(Collected data entries)
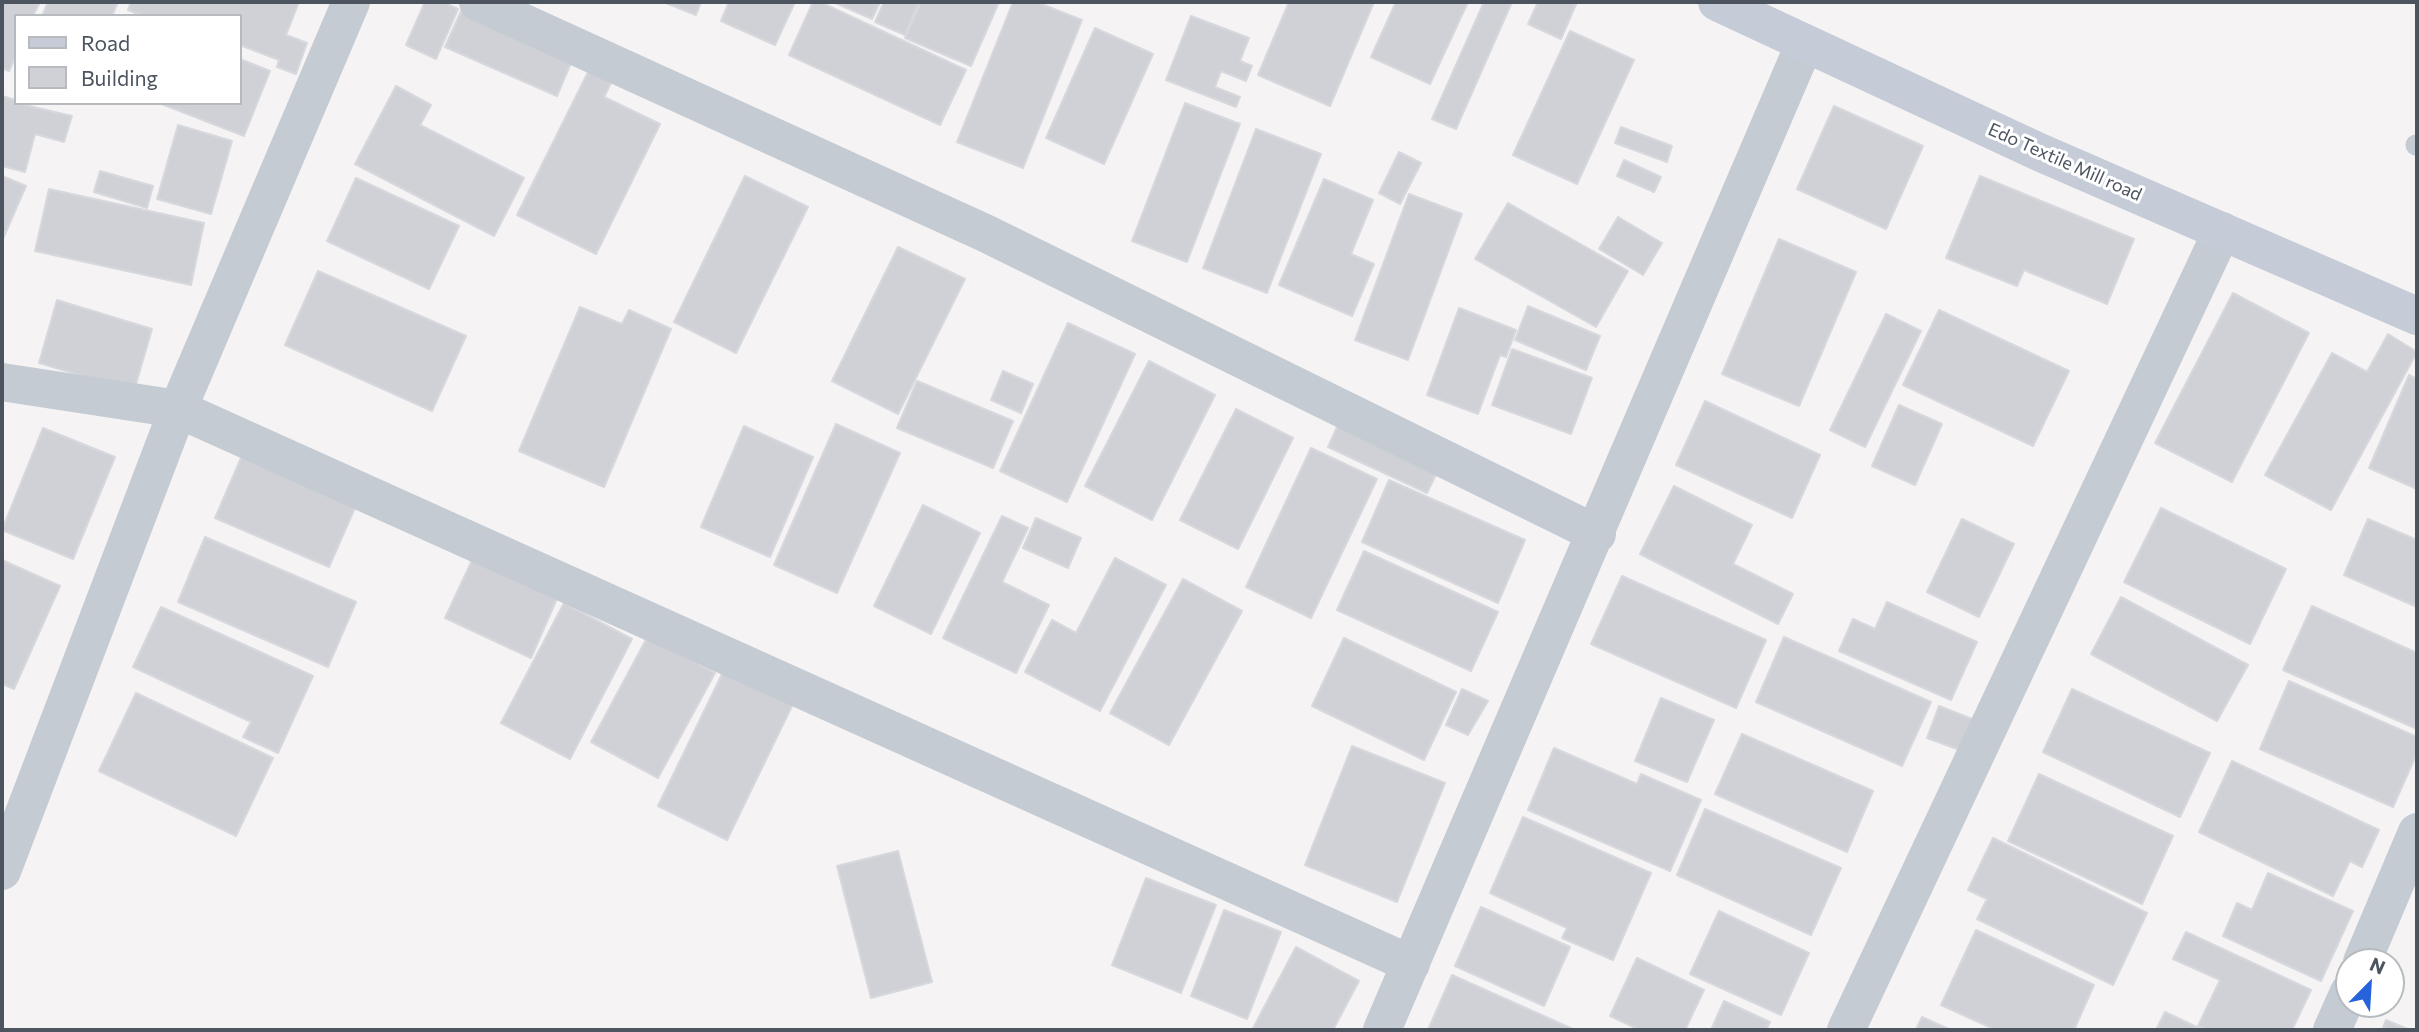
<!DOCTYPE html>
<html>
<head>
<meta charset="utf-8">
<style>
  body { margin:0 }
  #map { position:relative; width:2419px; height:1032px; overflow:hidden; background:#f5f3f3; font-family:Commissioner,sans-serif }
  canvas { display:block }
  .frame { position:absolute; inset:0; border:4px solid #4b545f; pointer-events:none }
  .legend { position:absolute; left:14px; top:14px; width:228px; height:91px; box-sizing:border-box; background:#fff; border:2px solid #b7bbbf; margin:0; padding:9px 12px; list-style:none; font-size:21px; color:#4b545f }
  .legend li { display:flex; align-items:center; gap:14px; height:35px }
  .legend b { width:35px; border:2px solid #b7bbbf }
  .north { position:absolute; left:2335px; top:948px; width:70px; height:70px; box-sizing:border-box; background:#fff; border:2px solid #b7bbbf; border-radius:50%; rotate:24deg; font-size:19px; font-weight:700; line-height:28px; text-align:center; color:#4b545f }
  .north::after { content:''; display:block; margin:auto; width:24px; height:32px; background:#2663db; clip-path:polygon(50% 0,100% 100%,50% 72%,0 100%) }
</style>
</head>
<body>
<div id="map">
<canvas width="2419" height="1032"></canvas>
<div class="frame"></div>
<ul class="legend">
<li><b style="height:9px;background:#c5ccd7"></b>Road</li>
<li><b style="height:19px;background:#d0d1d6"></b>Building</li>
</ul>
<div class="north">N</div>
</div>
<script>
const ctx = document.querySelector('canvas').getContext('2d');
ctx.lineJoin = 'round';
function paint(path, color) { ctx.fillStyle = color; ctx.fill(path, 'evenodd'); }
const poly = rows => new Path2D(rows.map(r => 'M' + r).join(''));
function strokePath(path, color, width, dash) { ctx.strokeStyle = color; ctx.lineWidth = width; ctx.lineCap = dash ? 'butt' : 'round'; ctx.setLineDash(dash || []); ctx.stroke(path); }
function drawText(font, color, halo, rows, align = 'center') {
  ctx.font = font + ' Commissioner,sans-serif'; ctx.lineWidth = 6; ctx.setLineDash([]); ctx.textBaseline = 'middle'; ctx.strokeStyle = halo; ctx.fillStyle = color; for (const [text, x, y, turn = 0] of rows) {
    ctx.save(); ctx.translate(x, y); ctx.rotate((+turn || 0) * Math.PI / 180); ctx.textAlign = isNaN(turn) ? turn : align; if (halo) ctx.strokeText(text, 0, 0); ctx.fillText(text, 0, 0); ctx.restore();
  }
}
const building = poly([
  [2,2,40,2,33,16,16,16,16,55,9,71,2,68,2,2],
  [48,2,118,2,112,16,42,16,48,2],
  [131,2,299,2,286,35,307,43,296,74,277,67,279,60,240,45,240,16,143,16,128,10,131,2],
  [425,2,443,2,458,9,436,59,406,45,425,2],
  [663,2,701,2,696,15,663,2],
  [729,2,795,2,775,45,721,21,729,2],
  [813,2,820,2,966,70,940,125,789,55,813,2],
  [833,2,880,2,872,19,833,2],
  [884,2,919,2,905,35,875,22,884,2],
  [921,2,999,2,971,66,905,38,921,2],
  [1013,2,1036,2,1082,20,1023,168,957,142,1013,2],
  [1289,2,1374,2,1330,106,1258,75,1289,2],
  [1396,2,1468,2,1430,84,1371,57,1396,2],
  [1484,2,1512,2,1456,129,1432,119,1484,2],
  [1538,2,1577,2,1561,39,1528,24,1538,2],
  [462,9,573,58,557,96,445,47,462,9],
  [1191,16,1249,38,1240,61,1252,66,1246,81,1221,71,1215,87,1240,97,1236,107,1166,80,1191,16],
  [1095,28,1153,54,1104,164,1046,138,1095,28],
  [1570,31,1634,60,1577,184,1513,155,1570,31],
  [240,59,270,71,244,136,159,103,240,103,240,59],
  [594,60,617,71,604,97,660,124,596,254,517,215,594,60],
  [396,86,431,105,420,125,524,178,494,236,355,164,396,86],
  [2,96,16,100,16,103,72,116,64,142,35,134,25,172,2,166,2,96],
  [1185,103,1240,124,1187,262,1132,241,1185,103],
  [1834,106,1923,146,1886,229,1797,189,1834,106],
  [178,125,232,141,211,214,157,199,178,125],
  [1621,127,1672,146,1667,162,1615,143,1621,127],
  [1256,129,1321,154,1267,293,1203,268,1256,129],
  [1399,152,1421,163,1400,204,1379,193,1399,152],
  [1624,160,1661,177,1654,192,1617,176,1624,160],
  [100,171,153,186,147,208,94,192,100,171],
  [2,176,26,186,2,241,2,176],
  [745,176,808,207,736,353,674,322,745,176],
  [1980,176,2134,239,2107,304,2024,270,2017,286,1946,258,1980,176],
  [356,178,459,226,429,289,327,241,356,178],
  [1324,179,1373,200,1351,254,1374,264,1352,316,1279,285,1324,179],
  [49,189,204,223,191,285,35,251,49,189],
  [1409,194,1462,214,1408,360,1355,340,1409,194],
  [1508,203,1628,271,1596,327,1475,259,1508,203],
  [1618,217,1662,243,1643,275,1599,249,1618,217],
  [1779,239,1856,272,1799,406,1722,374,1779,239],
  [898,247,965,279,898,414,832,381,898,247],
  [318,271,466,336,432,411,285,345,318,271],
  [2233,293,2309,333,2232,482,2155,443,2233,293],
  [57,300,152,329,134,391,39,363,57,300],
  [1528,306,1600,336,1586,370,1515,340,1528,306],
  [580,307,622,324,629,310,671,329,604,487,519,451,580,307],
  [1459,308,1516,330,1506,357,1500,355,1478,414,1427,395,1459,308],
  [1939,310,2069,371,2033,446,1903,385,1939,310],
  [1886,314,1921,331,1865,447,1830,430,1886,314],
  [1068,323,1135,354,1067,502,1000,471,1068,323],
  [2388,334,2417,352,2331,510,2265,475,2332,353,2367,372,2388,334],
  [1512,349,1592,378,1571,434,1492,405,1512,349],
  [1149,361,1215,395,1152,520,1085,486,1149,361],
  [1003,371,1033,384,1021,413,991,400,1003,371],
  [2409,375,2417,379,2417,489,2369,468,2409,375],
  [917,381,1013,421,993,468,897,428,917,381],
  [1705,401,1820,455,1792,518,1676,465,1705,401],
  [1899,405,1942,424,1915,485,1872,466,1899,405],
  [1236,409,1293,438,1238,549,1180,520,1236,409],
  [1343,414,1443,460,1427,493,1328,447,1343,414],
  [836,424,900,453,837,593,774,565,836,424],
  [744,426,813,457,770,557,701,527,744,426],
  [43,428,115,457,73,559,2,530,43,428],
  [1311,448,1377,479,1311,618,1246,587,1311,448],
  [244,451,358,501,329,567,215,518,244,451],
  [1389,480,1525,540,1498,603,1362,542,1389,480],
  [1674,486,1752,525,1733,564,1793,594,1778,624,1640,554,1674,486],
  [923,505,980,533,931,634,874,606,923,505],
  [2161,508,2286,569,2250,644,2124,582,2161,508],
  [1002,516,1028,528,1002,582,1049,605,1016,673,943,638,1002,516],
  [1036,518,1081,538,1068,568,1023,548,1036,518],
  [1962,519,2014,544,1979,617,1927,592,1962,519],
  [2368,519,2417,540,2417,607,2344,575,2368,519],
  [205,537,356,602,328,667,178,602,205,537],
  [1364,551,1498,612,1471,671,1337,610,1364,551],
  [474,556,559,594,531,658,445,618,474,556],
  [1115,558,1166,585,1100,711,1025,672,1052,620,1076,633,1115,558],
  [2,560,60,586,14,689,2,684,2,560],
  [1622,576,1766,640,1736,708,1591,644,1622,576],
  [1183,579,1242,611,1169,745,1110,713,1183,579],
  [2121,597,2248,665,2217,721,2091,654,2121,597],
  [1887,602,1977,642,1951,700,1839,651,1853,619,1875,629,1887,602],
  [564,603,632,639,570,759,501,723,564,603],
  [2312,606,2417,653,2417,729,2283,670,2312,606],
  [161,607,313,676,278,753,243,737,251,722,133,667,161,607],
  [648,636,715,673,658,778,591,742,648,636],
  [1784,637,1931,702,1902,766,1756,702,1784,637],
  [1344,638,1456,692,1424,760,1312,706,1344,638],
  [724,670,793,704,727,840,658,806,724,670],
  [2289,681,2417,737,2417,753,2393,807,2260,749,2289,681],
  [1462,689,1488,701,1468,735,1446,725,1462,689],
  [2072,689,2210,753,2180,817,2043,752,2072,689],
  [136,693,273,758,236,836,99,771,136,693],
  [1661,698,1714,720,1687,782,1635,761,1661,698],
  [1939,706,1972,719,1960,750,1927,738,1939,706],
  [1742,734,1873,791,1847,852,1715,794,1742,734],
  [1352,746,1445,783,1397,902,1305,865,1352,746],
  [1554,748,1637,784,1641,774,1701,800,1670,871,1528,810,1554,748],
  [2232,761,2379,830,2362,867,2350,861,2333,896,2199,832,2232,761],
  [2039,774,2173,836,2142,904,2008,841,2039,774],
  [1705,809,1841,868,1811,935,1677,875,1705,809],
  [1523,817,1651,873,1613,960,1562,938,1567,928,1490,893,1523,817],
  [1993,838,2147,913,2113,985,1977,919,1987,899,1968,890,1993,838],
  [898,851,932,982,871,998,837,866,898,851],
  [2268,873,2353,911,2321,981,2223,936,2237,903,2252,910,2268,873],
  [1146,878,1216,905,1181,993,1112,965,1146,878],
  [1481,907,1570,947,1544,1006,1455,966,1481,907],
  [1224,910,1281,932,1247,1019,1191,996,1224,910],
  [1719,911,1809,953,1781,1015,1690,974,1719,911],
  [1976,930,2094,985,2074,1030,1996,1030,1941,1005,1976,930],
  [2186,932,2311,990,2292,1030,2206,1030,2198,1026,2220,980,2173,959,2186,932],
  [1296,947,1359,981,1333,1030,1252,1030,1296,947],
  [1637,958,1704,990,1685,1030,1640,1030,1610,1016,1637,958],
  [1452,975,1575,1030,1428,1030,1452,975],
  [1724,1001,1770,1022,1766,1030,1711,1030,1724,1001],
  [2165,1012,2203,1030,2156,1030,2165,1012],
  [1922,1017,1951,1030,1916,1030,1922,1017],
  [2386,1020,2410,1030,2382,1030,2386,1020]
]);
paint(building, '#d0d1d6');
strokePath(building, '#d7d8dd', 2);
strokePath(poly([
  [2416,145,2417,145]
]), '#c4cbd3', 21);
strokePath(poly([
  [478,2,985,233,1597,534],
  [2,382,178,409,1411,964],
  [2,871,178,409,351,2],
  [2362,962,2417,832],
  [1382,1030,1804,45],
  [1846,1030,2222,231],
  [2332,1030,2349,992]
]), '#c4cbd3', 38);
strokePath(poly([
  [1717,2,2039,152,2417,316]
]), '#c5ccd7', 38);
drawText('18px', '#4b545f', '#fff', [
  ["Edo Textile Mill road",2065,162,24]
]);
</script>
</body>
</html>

Exercise description
Your response must consist of the lines from the beginning of the data through the line containing "display:flex; align-items:center; gap:14px;", transcribed exactly, with no pictures.

Response area
<!DOCTYPE html>
<html>
<head>
<meta charset="utf-8">
<style>
  body { margin:0 }
  #map { position:relative; width:2419px; height:1032px; overflow:hidden; background:#f5f3f3; font-family:Commissioner,sans-serif }
  canvas { display:block }
  .frame { position:absolute; inset:0; border:4px solid #4b545f; pointer-events:none }
  .legend { position:absolute; left:14px; top:14px; width:228px; height:91px; box-sizing:border-box; background:#fff; border:2px solid #b7bbbf; margin:0; padding:9px 12px; list-style:none; font-size:21px; color:#4b545f }
  .legend li { display:flex; align-items:center; gap:14px; height:35px }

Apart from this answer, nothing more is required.